History of Holy Spirit Church
It is due to the generosity of “The Old Kellians” (old boys of Kelly College, Tavistock) that the Church of the Holy Spirit came into existence.
To provide for the “Spiritual wants of a large and congested population” which existed in the Parish of St James Devonport, the Old Boys of Kelly College agreed to finance the appointment of a Missioner to carry out this work based at St Chads, Morice Town. The Mission, supported by the the school and Old Kelleians, continued throughout the 2nd World War, despite the destruction caused by the blitz in 1941 which rendered the area almost uninhabitable. However the Admiralty extension scheme of 1956 brought the Kelly Mission to an end when the site was compulsorily purchased and the sum of £25000 was received in compensation.

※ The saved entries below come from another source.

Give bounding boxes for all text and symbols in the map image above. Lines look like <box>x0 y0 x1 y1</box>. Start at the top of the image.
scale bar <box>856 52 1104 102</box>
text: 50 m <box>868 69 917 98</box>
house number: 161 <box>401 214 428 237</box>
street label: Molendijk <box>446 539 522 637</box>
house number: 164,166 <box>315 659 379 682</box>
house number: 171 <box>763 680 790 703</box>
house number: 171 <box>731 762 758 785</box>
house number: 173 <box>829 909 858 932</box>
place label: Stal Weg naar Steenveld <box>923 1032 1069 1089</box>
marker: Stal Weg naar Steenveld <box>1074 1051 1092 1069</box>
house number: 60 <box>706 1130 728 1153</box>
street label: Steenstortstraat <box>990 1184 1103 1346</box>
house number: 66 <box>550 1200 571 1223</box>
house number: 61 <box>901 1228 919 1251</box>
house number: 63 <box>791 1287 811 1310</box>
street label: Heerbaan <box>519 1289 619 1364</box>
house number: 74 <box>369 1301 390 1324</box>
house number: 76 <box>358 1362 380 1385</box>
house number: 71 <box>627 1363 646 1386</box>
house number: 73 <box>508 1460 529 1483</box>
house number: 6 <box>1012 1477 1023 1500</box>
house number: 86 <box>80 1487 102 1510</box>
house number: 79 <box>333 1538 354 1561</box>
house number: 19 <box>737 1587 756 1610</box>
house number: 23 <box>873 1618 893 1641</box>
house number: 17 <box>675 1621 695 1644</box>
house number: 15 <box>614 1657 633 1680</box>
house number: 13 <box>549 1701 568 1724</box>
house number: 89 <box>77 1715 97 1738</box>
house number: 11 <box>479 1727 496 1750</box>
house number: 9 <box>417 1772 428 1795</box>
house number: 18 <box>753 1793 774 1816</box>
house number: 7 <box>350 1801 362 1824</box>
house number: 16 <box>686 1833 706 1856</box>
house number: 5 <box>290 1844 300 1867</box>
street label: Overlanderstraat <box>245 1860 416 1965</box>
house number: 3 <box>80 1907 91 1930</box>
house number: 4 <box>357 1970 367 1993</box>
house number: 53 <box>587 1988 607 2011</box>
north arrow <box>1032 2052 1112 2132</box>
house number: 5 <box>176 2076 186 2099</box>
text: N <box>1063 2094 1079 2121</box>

The money was used to endow a Church and hall for a population of 7000 people, largely from Devonport, in a new housing estate in Tamerton and thus the Church of the Holy Spirit was born. The dual purpose building was constructed by Messrs A N Cole at a cost of £17500.
The building was dedicated on 4th June 1960 by the Bishop of Plymouth, Dr Norman Clarke.
In 1965 a strip of land to the east of the church was given to the City Council in a “Deed of Exchange” for an “L” shaped piece of land at the west end. This was in order that the Council could provide a footpath in Flamborough Way. The Vicarage, at 70 Inchkeith Road, was built in 1969 and further extended in 1980.
In 1983 the Parish Boundary was altered under the Pastoral Measure of 1968. This transferred the northern part of the Parish of Southway to the Parish of Bickleigh.
Until 1971 we were the daughter church of St Mary’s, Tamerton Foliot. We became a Parish in our own right in the September of 1971.
In 1985 permission was obtained to sell a piece of land to the south of the church to the Tamar Housing Association in order that they could build flats for the elderly. The money from the sale of this land, coupled with a generous grant from Plymouth City Council and serious fundraising by the congregation enabled the Hall to be built adjoining the church. In addition many alterations were made to the church including the installation of the two stained glass windows. One depicts the “Gifts of the Holy Spirit” and the other is “The Day of Pentecost”. They were designed by Father Charles Norris of Buckfast Abbey in 1985.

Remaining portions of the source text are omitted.